George Inness (1825–94)
In the Evening, 1866
Oil on canvas
McMullen Museum of Art, Boston College, Carolyn A. and Peter S. Lynch Collection, 2022.55

Jeffery Howe
Professor Emeritus, Art History

A major figure in the Hudson River school, Inness was one of many artists and writers influenced by the teachings of Emanuel Swedenborg, the eighteenth-century Swedish mystic. A fundamental principle of Swedenborgianism is that everything in nature corresponds to a spiritual reality. Romantic artists easily extended this mirroring principle to use nature as a vehicle for emotion and symbolic content. Whether realistic or abstract, the artist’s marks on canvas can convey ideas or feelings. The fresh naturalism and broad brushstrokes of this dark and moody landscape also reveal the influence of the French Barbizon school. Seeking simplicity and unity of effect, Inness rejected “elaborateness in detail” as it “did not gain me meaning.” Like James McNeill Whistler, Inness painted from memory to help simplify his forms.
This quiet and intimate landscape reflects Inness’s meditative vision of American nature, particularly significant as a restorative in the aftermath of the Civil War.

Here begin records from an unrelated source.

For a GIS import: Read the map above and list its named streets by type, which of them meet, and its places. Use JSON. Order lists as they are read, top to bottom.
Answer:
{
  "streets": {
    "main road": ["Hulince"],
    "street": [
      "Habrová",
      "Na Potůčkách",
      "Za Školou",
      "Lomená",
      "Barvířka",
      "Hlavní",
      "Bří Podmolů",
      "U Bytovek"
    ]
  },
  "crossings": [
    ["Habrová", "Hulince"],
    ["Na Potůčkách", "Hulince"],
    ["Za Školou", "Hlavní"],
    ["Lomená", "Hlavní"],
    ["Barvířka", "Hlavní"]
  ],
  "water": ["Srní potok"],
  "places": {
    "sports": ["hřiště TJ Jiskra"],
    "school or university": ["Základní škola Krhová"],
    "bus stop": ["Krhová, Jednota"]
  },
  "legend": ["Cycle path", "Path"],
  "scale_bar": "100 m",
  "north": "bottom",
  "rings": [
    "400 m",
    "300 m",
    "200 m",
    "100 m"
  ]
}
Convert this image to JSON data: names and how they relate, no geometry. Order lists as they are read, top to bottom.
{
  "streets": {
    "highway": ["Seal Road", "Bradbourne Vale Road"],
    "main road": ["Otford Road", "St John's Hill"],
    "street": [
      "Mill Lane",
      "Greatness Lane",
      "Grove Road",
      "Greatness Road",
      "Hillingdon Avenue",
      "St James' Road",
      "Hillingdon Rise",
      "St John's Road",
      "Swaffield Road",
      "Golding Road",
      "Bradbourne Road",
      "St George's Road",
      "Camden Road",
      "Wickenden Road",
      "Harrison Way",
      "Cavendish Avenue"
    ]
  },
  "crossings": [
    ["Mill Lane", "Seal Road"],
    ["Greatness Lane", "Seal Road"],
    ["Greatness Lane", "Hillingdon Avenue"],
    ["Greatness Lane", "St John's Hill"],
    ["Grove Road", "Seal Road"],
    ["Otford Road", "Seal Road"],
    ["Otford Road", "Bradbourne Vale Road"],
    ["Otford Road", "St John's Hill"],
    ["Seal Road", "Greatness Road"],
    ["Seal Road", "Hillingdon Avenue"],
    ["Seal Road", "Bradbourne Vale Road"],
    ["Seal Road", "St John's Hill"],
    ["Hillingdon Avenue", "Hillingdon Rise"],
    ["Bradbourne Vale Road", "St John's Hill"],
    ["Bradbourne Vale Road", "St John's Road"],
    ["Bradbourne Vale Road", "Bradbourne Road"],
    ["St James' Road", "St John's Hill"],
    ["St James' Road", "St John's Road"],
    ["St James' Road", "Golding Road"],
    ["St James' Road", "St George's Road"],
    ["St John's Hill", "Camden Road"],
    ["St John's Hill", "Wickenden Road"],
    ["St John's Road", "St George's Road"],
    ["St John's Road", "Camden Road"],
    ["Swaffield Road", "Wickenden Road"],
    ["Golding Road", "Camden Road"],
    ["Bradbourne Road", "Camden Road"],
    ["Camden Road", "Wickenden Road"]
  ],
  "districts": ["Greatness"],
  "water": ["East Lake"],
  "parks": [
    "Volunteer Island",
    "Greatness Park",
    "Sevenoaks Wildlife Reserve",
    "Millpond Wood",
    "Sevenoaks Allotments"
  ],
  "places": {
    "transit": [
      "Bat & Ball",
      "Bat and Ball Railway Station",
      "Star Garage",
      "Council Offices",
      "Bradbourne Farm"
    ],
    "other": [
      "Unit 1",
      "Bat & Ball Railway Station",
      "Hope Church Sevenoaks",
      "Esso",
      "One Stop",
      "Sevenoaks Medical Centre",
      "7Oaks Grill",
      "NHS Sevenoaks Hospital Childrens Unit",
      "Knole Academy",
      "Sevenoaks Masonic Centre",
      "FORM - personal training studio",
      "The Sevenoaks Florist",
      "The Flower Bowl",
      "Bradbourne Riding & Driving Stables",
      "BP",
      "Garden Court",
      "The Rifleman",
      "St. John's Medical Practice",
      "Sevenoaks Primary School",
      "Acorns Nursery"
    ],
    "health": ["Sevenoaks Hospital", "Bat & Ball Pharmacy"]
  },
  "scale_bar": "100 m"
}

A seated hunter, perhaps a veteran, cradles a gun on his lap in a shadowy glade as he rests at the end of the day. The subtlety of this work contrasts with the more explicit call for peace in Winslow Homer’s Veteran in a New Field of 1865 (see photo). Although he was unable to enlist due to poor health, Inness paid soldiers who joined the Union cause in his stead.

Oliver Wunsch
Assistant Professor, Art History

An otherworldly light suffuses a clearing in a dense wood, where a hunter rests on a log. Without any sky visible in the scene, it is difficult to determine the time of day. The black void on the other side of the stream suggests the darkness of night, yet the trees and grass glow with an eerie vibrancy.
Such supernatural effects became increasingly important to Inness’s work in the mid-1860s, when he worked within a small community of artists and writers in Eagleswood, New Jersey. Influenced by the painter William Page (1811–85), Inness began to explore Swedenborgian theology, according to which the visible world constituted a veil over the spiritual realm.1 Building on these ideas, Inness sought to move beyond the empirical study of nature, attempting instead to reveal a divine essence that lay outside of ordinary sensory perception.
The cultivated strangeness of this scene becomes especially apparent when we compare it with a smaller preparatory study that Inness produced for it (see image).2 While the study presents a naturalistic representation of a shady wood, the final painting establishes a tension between light and dark that charges the landscape with a paranormal atmosphere.
1. Michael Quick, George Inness: A Catalogue Raisonné (New Brunswick: Rutgers University Press, 2007), 1:175–76.
2. Important American Paintings, Drawings and Sculpture, Christie’s, New York, Thurs., Dec. 2, 2004, lot 38. Identified as a likely study for In the Evening in Quick, George Inness, 1:266.